FIG. 8 is a diagram to explain procedures for obtaining cDNA from mRNA in the reaction apparatus 90.

FIG. 9 is an explanatory view illustrating a flow route when a mixed solution is caused to flow toward a column portion 16.

FIG. 10 is an explanatory view illustrating a flow route when an elution buffer is sucked out through the column portion 16.

FIG. 11 is an explanatory view illustrating chambers and flow passages inside a cartridge 150.

FIG. 12 is a diagram to explain procedures for producing genome DNA labeled for detection of SNP.

FIG. 13 is an explanatory view illustrating connection relations among a column 106, the reaction vessel 30, and a waste tank 28.

FIG. 14 is an explanatory view illustrating procedures for loading the column.

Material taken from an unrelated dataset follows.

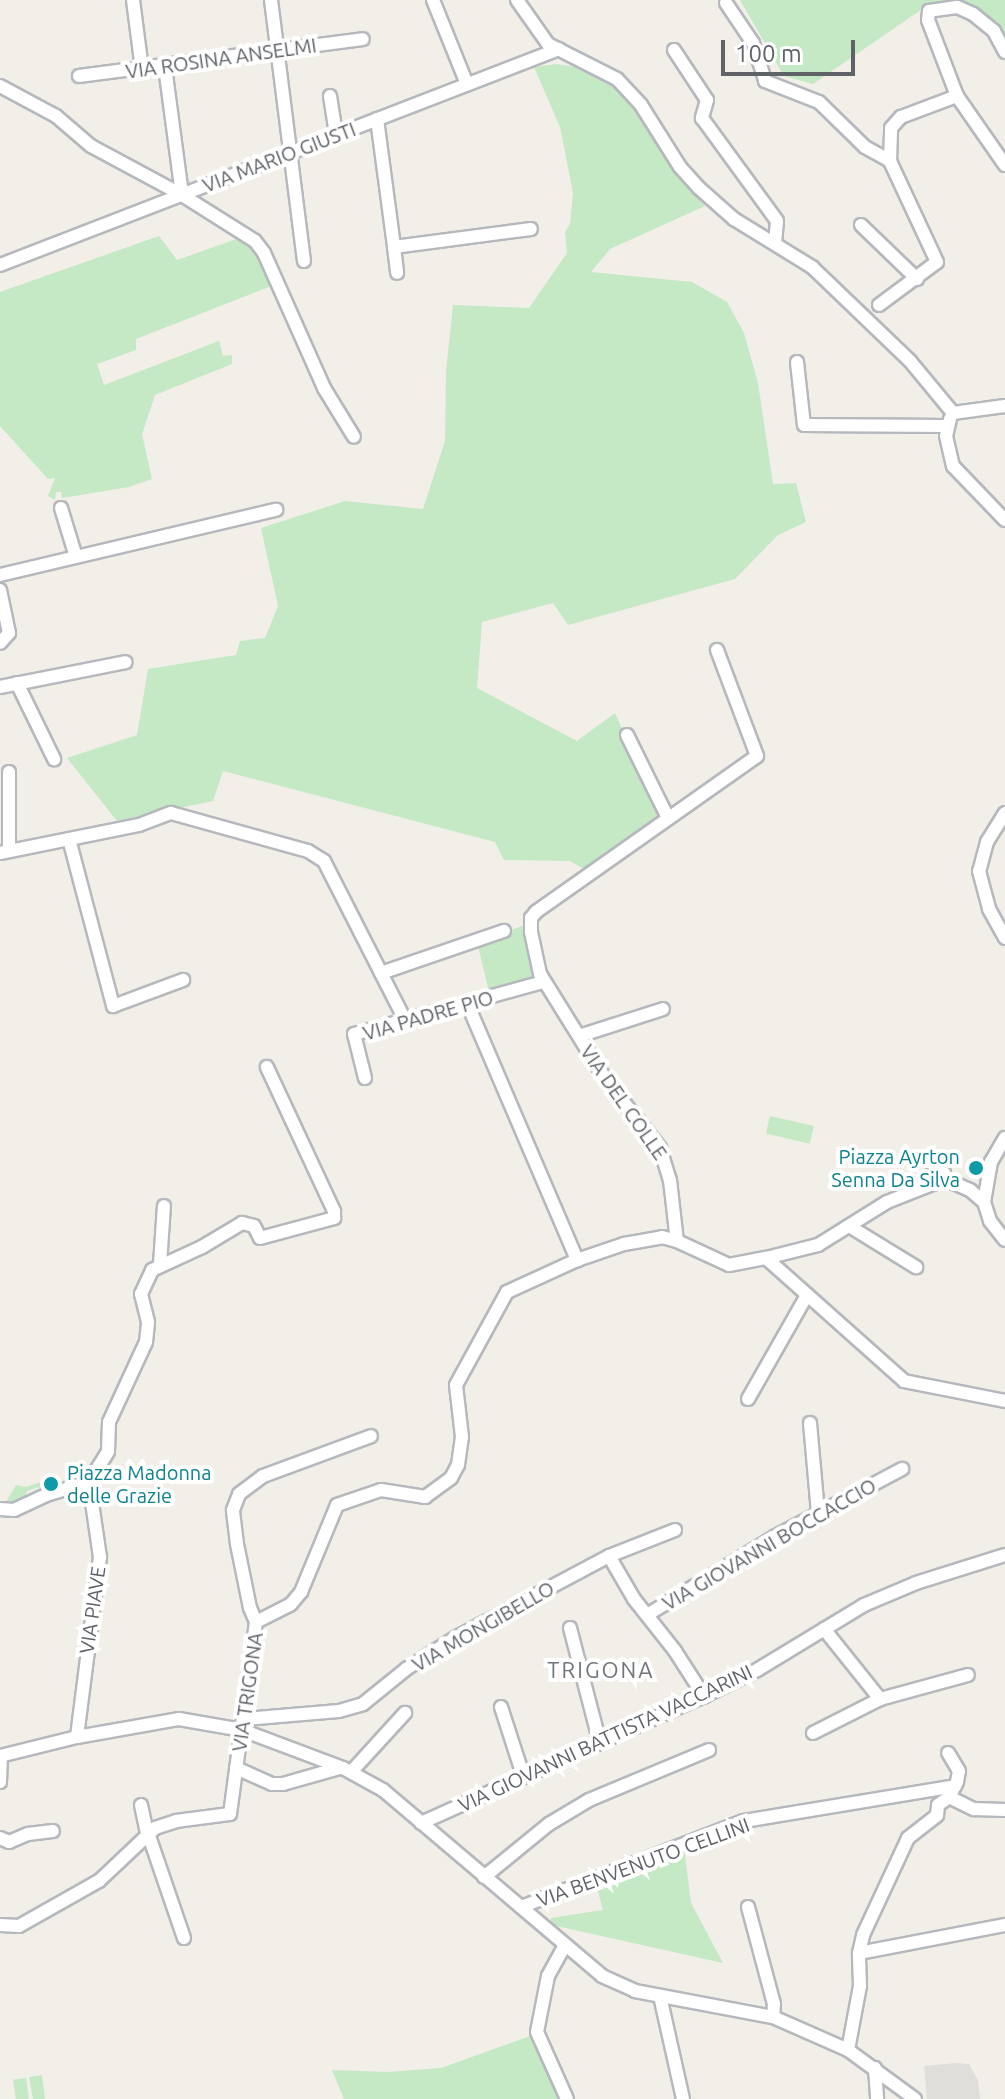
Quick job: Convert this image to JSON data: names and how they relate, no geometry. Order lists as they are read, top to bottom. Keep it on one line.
{"streets":{"street":["VIA ROSINA ANSELMI","VIA MARIO GIUSTI","VIA PADRE PIO","VIA DEL COLLE","VIA GIOVANNI BOCCACCIO","VIA PIAVE","VIA MONGIBELLO","VIA TRIGONA","VIA GIOVANNI BATTISTA VACCARINI","VIA BENVENUTO CELLINI"]},"crossings":[["VIA PADRE PIO","VIA DEL COLLE"],["VIA DEL COLLE","VIA TRIGONA"],["VIA MONGIBELLO","VIA TRIGONA"]],"districts":["TRIGONA"],"places":["Piazza Ayrton Senna Da Silva","Piazza Madonna delle Grazie"],"scale_bar":"100 m"}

FIG. 15 is a cross-sectional view to explain the construction of an alternative reaction vessel fixture 136.

FIG. 16 is an explanatory view illustrating an alternate bottom surface of the cartridge 50.

FIG. 17 is an explanatory view illustrating chambers and flow passages inside a cartridge 250.

FIG. 18 is an explanatory view illustrating the positions of porous materials inside the cartridge 250.

FIG. 19 is a diagram to explain procedures for amplifying DNA in the reaction apparatus 90.

FIG. 20 is a diagram to explain procedures for fragmentizing DNA in the reaction apparatus 90.

FIG. 21 is a diagram to explain procedures for labeling DNA in the reaction apparatus 90.

FIG. 22 is an explanatory view illustrating a flow route when a DNA solution is caused to flow toward a column portion 206.

FIG. 23 is an explanatory view illustrating a flow route when an elution buffer is sucked out through the column portion 206.

FIG. 24 is an external view of a cartridge 350.

FIG. 25 is an explanatory view illustrating a first layer 351a of the cartridge 350.

FIG. 26 is an explanatory view illustrating a second layer 351b of the cartridge 350.

FIG. 27 is an explanatory view illustrating a third layer 351c of the cartridge 350.

FIG. 28 is an explanatory view illustrating a fourth layer 351d of the cartridge 350.

FIG. 29 is a plan view and a front view of a mini-array 350b.

FIG. 30 is a partial cross-sectional view, taken along B-B′, of the cartridge 350.

FIG. 31 is a diagram to explain procedures for amplifying and regulating genome DNA of rice.

FIG. 32 is a diagram to explain procedures for reacting the regulated DNA with DNA spots.

FIG. 33 is an external view of a cartridge 450.

FIG. 34 is an explanatory view illustrating a first layer 451a of a cartridge body 450a.

FIG. 35 is an explanatory view illustrating a second layer 451b of the cartridge body 450a.

FIG. 36 is an explanatory view illustrating a third layer 451c of the cartridge body 450a.

FIG. 37 is a diagram to explain procedures for post-treatment of a CGH array.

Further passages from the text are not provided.